The Literary Voyager, also known as The Muzzeniegun (also spelled Muzzinyegun, from Ojibwe mazina'igan ‘book') was a manuscript magazine produced by Henry Rowe Schoolcraft between December 1826 and April 1827, for a total of 16 issues. It is recognized as the first magazine published in Michigan, as well as the first periodical pertaining to Native American culture and mythology. The magazine contained mainly Ojibwe legends and history, as well as poems and stories written by Schoolcraft's wife, Jane Johnston Schoolcraft, an Ojibwe woman who is now recognized as the first Native American literary writer.

== Contents ==
The majority of the articles in the Voyager are anthropological in nature, and were written by Schoolcraft himself. Schoolcraft, an ethnologist who specialized in Native American culture, gathered most of the information necessary for the magazine from visiting Native American informants while he was working as the Indian Agent in Sault Ste. Marie, Michigan. Another significant source of information was Jane Schoolcraft's family, who immersed him in Ojibwe culture and assisted in his learning of the language.

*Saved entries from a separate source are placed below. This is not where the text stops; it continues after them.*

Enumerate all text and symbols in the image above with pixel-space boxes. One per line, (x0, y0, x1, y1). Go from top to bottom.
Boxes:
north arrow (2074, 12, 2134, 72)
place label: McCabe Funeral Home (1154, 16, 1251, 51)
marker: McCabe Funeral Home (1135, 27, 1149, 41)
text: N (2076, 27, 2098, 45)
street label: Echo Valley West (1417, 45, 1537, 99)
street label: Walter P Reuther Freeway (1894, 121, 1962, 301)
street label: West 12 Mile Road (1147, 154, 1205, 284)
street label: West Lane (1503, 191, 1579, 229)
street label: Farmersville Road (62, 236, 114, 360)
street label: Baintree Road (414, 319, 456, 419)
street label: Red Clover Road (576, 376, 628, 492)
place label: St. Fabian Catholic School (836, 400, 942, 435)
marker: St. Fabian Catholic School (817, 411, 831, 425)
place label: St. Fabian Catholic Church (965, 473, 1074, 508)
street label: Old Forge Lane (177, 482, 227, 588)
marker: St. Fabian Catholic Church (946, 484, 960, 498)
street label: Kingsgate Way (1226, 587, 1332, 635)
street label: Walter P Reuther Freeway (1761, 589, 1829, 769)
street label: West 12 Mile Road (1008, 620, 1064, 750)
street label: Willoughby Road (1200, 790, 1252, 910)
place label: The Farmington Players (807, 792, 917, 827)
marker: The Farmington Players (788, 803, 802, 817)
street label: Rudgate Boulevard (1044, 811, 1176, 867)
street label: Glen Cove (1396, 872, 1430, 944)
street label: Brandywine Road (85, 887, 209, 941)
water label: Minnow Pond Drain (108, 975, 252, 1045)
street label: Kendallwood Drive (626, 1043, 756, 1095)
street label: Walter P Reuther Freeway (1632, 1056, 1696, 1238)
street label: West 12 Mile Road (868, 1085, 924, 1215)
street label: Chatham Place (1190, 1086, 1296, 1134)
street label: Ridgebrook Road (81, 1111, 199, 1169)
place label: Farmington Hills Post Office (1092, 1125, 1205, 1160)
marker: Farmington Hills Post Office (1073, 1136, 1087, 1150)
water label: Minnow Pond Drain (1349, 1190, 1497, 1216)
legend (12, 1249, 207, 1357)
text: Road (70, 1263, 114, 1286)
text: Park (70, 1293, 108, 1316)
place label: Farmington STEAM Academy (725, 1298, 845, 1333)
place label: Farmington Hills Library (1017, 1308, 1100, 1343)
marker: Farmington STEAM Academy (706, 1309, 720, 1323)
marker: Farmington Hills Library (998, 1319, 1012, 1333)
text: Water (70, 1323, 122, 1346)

Schoolcraft included Ojibwe folklore and history, as well as biographies of prominent tribe members and essays attempting to ascertain the "character of the Indian mind" and catalog the differences between Native American and Western culture. Frequently, he wrote articles under a pseudonym, such as Abieca, Alalcol, Clio, and Ekiega. The essays published in the Voyager became the basis for his later reports on Native American life, such as his Algic Researches, which compiled northern Native American folktales and histories.
Members of Jane Schoolcraft's family also assisted in writing the magazine. John Johnston, Jane's father, is presumed to have contributed some articles under the pseudonym 'Hibernicus'. In addition, numerous contributions were made by Jane herself, under the pseudonyms 'Rosa' and 'Leelinau'. Both names presented a different facet of Schoolcraft's Native identity. 'Rosa' expressed the more virtuous and dignified side of the Ojibwe, and the poems under this name often referenced the natural world, such as the poem "To Sisters on a Walk in the Garden, After a Shower":Come, sisters come! the shower's past,
The garden walks are drying fast,

The Sun's bright beams are seen again,

And nought within, can now detain.'Leelinau', meanwhile, explored Ojibwe traditions and culture more in depth, such as in the folktale 'Moowis', in which a man scorned by his love interest builds a homunculus out of dirt and human feces and brings it to life in order to trick the woman into falling in love with it. Another example is one of Schoolcraft's more well-known stories, 'The Forsaken Brother'. In it, three children agree to their father's dying wish to take care of each other after his death. The two older children eventually forgo the agreement and abandon the youngest sibling, who is adopted by a wolf pack and eventually turns into a wolf.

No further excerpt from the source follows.